• _Data in this exercise_:
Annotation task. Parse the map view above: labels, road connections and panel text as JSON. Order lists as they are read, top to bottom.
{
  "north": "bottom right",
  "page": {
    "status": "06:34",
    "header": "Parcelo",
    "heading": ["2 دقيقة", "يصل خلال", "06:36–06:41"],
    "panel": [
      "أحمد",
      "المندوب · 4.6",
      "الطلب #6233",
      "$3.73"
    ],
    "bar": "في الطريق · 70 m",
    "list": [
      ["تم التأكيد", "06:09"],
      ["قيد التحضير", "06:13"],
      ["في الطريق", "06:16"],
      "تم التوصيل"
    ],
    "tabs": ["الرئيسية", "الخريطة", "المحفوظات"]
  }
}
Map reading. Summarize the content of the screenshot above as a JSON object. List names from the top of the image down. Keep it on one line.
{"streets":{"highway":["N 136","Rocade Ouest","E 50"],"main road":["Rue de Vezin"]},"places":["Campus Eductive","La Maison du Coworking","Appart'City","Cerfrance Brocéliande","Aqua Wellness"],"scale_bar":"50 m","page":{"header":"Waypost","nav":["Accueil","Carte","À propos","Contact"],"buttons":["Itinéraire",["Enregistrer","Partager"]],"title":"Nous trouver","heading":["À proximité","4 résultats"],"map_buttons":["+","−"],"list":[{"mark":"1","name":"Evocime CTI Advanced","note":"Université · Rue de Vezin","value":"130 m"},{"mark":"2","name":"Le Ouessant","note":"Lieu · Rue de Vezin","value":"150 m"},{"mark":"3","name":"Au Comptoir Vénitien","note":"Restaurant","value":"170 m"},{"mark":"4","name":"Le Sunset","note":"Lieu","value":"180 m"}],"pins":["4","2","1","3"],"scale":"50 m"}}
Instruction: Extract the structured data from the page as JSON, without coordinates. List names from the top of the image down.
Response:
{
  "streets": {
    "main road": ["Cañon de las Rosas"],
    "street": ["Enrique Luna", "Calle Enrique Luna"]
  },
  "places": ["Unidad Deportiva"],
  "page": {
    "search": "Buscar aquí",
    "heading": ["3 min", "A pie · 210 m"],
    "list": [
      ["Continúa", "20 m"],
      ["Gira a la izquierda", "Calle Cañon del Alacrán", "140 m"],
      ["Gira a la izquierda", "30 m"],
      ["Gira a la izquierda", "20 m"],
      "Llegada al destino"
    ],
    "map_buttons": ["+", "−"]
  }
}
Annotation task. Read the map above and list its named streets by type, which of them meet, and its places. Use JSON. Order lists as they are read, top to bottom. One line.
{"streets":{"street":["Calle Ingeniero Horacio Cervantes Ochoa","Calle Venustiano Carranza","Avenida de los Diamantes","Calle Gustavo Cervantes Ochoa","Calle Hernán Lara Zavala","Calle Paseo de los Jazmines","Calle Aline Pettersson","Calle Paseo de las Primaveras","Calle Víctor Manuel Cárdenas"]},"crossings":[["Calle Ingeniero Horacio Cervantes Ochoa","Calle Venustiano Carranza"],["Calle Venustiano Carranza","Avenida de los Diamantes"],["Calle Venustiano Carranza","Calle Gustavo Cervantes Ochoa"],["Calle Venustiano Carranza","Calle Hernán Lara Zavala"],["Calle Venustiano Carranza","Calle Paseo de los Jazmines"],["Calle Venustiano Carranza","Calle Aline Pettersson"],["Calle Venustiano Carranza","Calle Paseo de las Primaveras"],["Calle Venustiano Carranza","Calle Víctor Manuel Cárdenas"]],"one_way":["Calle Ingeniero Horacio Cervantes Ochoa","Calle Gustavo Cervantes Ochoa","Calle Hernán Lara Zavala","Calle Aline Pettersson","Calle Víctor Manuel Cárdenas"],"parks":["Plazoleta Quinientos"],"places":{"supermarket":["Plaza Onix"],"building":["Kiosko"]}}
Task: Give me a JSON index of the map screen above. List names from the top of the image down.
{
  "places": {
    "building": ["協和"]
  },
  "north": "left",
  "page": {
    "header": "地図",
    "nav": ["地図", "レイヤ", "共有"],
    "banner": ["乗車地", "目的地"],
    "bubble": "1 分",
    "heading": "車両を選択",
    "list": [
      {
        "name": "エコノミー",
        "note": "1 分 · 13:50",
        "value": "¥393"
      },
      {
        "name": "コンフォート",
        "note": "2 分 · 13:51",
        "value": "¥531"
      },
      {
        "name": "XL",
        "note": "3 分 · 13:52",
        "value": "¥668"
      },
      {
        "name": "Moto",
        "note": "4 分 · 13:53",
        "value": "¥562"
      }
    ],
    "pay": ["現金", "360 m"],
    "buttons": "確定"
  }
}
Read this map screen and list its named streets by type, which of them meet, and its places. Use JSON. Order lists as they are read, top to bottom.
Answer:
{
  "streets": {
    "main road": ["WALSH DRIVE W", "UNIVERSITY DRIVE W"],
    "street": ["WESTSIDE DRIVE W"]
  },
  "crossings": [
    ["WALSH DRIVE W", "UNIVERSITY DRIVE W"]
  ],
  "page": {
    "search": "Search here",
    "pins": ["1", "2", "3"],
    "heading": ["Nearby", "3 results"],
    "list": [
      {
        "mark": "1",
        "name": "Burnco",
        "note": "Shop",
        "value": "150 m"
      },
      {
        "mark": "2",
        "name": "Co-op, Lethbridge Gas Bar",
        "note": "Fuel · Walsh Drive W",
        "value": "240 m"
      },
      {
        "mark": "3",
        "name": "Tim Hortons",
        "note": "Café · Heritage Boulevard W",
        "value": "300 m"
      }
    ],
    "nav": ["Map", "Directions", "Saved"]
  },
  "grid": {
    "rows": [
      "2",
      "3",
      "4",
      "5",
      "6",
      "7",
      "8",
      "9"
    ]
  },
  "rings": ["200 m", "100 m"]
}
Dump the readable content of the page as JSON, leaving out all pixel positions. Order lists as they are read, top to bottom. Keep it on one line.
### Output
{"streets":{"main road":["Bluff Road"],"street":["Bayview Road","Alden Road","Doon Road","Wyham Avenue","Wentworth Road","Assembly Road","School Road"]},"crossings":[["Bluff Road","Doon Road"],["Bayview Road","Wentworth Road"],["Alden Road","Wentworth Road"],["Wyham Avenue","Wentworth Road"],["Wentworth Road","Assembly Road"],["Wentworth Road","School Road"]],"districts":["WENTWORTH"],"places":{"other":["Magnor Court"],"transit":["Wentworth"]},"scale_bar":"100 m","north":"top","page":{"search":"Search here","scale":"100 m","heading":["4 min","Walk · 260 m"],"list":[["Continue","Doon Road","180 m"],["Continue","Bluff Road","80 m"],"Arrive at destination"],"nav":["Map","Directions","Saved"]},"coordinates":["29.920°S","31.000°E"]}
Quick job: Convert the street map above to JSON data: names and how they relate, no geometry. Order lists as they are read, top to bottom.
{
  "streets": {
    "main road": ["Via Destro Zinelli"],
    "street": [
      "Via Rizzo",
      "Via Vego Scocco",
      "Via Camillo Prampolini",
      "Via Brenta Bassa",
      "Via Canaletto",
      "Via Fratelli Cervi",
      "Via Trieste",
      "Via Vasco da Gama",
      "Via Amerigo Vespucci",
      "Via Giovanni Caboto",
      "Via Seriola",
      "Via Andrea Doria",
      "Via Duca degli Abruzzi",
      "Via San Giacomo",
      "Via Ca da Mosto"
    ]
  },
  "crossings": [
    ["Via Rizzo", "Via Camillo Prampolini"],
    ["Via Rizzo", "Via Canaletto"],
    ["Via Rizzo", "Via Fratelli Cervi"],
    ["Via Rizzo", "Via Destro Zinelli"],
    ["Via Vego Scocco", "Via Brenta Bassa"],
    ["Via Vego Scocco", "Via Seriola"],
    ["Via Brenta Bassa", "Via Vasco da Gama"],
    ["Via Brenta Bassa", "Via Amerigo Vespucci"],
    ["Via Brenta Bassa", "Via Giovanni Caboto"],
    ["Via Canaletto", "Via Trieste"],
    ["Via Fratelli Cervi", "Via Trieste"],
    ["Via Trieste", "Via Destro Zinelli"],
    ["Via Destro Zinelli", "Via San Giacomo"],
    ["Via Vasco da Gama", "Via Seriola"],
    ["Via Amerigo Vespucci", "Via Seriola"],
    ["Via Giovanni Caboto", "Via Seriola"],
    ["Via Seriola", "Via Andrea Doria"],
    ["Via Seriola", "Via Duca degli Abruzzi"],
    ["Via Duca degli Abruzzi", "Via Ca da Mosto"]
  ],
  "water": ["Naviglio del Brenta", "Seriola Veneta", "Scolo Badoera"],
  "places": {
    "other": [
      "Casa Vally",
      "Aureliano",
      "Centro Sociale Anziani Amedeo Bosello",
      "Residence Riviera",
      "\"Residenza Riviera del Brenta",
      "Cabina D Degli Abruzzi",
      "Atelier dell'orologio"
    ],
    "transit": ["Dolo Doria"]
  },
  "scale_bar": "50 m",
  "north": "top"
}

• _What you are asked to do_:
What is needed is each line of the entries that contains the word "Amerigo".

• _Answer space_:
      "Via Amerigo Vespucci",
    ["Via Brenta Bassa", "Via Amerigo Vespucci"],
    ["Via Amerigo Vespucci", "Via Seriola"],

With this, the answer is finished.